▶ **What to produce**: Reproduce exactly the lines from the top of the records below through the line holding "0 3.5px,transparent 0".

'''

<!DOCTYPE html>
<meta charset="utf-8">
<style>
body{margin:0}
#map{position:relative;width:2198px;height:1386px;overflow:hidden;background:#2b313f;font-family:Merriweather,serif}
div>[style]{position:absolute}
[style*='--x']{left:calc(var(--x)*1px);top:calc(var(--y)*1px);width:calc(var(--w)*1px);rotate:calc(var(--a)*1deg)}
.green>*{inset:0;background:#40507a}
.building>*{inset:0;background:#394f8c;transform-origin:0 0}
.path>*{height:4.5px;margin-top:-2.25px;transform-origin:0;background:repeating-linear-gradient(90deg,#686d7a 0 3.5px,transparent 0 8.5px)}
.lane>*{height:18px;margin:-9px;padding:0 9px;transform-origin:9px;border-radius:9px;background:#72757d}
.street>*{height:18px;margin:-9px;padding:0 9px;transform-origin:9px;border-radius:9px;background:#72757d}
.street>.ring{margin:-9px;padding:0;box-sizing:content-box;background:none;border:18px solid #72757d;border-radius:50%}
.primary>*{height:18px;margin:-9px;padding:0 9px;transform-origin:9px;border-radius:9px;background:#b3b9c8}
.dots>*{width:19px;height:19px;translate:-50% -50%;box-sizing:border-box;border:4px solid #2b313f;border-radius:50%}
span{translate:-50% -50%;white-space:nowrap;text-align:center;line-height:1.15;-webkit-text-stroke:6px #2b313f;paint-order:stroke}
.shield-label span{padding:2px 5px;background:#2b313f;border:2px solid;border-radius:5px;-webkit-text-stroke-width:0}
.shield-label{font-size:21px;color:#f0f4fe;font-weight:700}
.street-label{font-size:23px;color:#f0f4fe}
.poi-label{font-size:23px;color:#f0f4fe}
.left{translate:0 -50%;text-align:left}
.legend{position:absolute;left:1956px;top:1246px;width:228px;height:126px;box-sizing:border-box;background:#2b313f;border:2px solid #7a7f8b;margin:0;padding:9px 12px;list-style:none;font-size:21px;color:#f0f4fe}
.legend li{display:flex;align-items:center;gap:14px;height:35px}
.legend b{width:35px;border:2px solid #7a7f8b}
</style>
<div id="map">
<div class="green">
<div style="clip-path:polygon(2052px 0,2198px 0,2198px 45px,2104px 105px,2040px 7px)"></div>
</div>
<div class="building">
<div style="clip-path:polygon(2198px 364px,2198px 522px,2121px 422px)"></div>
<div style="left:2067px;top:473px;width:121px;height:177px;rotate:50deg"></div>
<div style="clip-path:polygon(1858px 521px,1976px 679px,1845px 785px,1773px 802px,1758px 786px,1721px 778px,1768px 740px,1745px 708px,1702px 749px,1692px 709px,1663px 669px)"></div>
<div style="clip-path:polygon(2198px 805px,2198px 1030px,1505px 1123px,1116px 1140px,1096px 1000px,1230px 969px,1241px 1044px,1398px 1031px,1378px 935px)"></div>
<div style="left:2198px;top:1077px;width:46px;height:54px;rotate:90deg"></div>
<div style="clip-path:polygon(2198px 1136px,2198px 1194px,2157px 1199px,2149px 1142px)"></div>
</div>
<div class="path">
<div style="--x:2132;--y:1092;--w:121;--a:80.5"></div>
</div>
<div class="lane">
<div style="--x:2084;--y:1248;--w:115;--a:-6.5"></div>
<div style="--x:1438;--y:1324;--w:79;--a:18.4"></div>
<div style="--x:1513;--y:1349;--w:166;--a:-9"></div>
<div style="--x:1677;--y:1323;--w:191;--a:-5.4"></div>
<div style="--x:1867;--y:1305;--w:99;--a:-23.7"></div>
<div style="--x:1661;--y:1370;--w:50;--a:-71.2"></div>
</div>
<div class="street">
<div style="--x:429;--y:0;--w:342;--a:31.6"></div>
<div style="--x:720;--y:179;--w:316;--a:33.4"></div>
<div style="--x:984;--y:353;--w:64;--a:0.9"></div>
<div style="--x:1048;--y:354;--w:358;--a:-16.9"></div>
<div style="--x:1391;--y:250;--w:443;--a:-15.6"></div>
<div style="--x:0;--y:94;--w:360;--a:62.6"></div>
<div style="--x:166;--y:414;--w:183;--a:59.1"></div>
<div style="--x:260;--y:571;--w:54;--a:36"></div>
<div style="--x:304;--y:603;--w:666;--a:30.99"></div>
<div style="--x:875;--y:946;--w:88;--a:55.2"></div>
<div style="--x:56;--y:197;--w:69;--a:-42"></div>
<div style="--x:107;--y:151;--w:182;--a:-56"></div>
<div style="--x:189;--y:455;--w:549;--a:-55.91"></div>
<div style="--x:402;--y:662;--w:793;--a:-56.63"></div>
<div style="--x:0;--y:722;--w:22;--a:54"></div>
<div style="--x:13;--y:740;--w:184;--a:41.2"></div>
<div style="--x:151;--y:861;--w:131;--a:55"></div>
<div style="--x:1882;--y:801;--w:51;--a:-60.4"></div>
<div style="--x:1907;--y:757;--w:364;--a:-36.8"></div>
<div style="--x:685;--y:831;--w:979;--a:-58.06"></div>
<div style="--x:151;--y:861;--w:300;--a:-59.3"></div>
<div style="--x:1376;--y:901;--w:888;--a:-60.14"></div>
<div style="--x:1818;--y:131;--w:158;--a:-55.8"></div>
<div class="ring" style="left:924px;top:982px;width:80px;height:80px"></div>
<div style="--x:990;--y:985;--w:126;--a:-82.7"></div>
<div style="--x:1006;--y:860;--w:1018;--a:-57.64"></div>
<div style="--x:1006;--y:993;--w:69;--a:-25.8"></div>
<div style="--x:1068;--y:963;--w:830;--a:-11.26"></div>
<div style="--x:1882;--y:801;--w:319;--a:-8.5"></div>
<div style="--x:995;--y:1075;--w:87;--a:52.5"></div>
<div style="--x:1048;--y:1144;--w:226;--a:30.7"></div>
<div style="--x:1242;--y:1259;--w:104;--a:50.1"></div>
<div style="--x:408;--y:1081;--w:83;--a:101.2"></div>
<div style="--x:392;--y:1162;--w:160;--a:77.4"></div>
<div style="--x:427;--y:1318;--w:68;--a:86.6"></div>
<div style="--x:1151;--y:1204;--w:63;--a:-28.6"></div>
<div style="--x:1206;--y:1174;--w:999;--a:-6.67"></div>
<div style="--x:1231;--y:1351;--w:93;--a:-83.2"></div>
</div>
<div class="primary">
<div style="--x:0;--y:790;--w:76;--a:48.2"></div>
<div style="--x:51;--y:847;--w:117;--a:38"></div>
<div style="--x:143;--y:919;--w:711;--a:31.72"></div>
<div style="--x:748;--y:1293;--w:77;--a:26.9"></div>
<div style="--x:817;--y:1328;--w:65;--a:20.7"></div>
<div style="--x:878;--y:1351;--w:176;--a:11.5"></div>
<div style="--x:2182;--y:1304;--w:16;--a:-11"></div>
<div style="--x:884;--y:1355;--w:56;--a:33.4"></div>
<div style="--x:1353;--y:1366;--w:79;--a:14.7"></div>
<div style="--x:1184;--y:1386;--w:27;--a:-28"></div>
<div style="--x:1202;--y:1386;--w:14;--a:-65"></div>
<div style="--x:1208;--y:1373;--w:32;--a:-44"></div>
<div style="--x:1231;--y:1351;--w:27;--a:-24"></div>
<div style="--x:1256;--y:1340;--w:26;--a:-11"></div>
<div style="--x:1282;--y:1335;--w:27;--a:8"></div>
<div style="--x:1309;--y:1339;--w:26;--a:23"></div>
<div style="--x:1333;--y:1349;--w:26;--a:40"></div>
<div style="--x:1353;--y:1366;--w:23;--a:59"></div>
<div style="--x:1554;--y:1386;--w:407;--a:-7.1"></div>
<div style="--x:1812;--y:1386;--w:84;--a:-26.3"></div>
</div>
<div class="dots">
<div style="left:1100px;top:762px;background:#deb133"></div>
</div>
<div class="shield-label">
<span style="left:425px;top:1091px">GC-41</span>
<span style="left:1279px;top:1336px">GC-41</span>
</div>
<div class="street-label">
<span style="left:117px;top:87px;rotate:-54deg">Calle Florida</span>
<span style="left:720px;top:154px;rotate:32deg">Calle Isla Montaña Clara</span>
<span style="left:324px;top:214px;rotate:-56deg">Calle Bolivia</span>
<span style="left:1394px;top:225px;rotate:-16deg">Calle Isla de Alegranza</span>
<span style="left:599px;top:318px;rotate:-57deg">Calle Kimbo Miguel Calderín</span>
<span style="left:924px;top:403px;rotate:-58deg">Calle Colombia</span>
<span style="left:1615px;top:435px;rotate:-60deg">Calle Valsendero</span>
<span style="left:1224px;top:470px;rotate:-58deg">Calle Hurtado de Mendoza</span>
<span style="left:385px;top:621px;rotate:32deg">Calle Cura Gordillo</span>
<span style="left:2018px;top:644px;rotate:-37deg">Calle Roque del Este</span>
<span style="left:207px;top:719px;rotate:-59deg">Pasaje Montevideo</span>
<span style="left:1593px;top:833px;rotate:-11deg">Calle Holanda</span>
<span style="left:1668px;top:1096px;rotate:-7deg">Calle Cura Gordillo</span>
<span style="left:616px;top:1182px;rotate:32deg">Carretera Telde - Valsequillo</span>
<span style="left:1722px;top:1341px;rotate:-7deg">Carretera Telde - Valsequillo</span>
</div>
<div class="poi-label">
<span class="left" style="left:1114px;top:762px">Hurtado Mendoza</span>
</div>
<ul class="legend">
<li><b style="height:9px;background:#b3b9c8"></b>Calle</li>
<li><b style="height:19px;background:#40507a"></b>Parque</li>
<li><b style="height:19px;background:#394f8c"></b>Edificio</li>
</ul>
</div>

'''

▶ **Response to the exercise**:
<!DOCTYPE html>
<meta charset="utf-8">
<style>
body{margin:0}
#map{position:relative;width:2198px;height:1386px;overflow:hidden;background:#2b313f;font-family:Merriweather,serif}
div>[style]{position:absolute}
[style*='--x']{left:calc(var(--x)*1px);top:calc(var(--y)*1px);width:calc(var(--w)*1px);rotate:calc(var(--a)*1deg)}
.green>*{inset:0;background:#40507a}
.building>*{inset:0;background:#394f8c;transform-origin:0 0}
.path>*{height:4.5px;margin-top:-2.25px;transform-origin:0;background:repeating-linear-gradient(90deg,#686d7a 0 3.5px,transparent 0 8.5px)}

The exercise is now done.